*** Supplied information ***

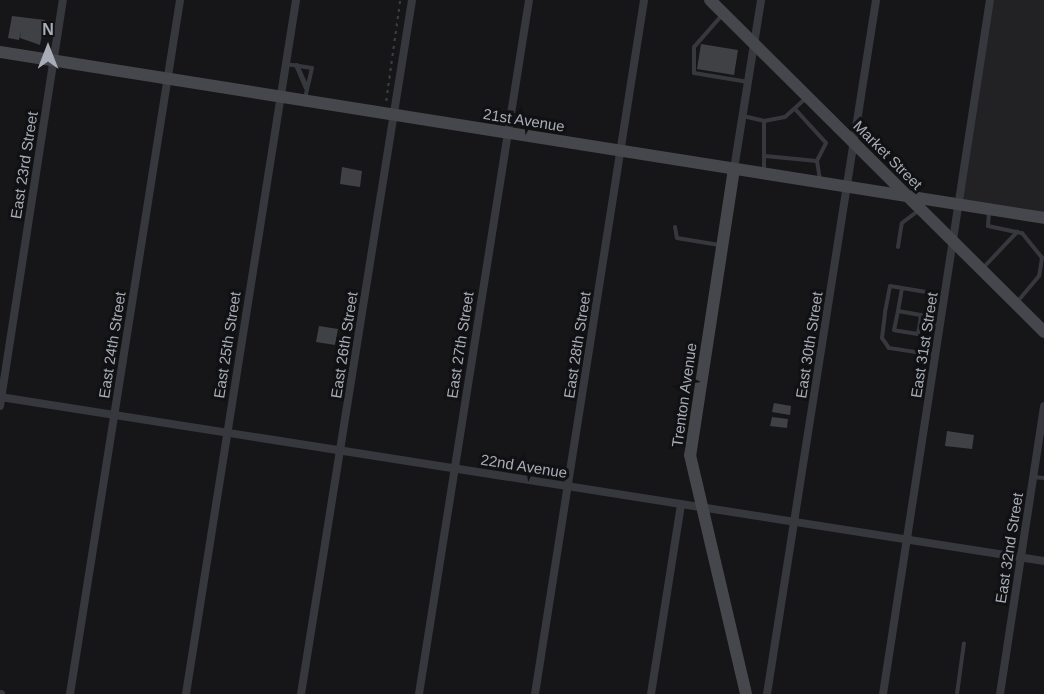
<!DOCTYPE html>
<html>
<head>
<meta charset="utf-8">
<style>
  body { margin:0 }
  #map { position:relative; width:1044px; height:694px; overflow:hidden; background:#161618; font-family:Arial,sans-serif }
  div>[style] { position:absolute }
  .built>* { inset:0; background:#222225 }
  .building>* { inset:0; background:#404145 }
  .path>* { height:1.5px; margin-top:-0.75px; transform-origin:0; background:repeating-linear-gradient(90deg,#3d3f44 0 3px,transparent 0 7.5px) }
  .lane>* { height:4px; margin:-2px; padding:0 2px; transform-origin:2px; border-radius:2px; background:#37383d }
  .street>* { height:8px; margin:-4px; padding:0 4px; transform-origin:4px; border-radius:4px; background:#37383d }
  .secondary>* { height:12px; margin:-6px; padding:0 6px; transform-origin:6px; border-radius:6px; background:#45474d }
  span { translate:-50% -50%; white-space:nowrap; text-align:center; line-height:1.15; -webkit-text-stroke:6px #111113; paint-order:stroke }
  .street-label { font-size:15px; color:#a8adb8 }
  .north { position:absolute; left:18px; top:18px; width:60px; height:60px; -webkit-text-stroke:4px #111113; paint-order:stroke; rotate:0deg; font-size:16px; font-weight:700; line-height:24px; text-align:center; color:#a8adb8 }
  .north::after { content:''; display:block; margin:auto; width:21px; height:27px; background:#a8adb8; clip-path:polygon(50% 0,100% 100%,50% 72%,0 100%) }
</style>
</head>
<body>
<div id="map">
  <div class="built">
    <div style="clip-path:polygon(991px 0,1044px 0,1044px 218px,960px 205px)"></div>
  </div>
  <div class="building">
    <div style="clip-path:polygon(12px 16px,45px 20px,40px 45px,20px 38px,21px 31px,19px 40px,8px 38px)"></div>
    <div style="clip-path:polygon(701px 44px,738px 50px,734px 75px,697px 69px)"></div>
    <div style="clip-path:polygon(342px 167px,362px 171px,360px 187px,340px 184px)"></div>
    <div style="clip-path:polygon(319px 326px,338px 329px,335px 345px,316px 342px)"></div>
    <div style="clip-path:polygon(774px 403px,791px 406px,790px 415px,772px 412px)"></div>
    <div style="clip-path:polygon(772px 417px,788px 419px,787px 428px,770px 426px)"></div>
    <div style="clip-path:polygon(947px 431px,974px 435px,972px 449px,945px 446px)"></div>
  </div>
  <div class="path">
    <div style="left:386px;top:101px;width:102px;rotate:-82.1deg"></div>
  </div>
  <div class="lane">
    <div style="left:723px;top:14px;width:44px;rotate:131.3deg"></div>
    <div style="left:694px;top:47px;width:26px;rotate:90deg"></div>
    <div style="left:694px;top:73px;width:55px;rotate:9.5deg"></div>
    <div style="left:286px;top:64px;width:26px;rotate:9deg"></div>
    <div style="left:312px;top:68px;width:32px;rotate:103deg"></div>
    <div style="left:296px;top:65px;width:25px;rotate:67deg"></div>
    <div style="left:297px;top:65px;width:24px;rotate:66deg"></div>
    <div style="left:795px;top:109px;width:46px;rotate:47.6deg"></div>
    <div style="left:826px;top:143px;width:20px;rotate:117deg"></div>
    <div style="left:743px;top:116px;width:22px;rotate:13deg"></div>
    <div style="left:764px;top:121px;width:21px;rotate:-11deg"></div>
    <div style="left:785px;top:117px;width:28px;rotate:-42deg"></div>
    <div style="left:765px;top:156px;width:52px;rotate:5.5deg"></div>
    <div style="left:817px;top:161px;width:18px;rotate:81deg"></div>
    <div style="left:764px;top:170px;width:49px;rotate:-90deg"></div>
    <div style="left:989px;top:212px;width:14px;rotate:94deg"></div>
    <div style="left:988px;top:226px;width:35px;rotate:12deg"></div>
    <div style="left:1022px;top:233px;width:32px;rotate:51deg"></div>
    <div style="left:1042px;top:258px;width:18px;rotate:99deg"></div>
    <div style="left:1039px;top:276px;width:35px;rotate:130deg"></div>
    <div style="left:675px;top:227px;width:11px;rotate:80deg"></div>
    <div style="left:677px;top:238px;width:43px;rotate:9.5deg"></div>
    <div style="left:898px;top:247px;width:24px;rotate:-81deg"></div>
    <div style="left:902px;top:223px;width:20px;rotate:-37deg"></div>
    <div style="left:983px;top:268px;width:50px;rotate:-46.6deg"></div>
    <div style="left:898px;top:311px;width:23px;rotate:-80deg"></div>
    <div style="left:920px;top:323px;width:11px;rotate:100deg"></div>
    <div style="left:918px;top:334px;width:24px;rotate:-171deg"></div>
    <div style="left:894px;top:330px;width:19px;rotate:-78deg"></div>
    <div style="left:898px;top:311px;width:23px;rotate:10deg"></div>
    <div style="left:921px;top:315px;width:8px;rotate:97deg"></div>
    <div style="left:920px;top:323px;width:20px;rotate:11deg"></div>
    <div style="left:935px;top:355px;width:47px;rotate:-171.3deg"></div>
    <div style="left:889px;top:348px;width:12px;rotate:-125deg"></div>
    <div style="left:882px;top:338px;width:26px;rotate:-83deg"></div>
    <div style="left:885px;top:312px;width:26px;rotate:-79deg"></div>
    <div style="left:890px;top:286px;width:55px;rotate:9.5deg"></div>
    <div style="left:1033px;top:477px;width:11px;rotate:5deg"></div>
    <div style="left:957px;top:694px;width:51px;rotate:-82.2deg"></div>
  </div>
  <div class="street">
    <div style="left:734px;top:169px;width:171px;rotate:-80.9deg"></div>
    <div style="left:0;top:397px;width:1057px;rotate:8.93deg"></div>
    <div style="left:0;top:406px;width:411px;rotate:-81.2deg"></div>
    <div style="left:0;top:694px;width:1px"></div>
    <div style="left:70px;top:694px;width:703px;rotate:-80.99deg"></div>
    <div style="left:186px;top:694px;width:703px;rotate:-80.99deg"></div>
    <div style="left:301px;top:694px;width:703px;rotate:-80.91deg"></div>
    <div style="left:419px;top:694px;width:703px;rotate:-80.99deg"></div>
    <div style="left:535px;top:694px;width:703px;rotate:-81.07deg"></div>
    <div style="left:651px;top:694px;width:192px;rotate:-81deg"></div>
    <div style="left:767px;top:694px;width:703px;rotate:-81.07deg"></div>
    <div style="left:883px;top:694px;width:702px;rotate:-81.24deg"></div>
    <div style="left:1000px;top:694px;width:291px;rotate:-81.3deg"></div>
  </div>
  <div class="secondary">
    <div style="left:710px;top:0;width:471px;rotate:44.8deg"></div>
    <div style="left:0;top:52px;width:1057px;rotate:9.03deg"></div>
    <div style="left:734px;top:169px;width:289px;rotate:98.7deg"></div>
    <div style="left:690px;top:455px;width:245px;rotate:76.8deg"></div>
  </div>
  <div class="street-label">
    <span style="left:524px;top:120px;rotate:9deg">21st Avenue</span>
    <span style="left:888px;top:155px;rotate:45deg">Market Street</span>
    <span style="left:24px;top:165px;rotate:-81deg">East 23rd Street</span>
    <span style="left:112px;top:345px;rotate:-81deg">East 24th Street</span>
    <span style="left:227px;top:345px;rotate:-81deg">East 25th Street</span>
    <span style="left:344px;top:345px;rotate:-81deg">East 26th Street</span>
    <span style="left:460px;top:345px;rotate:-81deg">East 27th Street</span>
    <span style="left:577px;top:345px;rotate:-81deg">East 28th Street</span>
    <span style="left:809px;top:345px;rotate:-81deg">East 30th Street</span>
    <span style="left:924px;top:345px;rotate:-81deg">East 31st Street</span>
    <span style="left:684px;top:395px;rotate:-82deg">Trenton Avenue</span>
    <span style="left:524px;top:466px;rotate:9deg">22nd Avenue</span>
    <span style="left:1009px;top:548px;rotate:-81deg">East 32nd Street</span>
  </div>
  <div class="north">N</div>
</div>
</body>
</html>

***

What this task involves: Please print the lines above exactly, beginning at the first line of the entries and ending at the line holding "height:1.5px; margin-top:-0.75px; transform-origin:0;", and leave the pictures out.

Expected answer:
<!DOCTYPE html>
<html>
<head>
<meta charset="utf-8">
<style>
  body { margin:0 }
  #map { position:relative; width:1044px; height:694px; overflow:hidden; background:#161618; font-family:Arial,sans-serif }
  div>[style] { position:absolute }
  .built>* { inset:0; background:#222225 }
  .building>* { inset:0; background:#404145 }
  .path>* { height:1.5px; margin-top:-0.75px; transform-origin:0; background:repeating-linear-gradient(90deg,#3d3f44 0 3px,transparent 0 7.5px) }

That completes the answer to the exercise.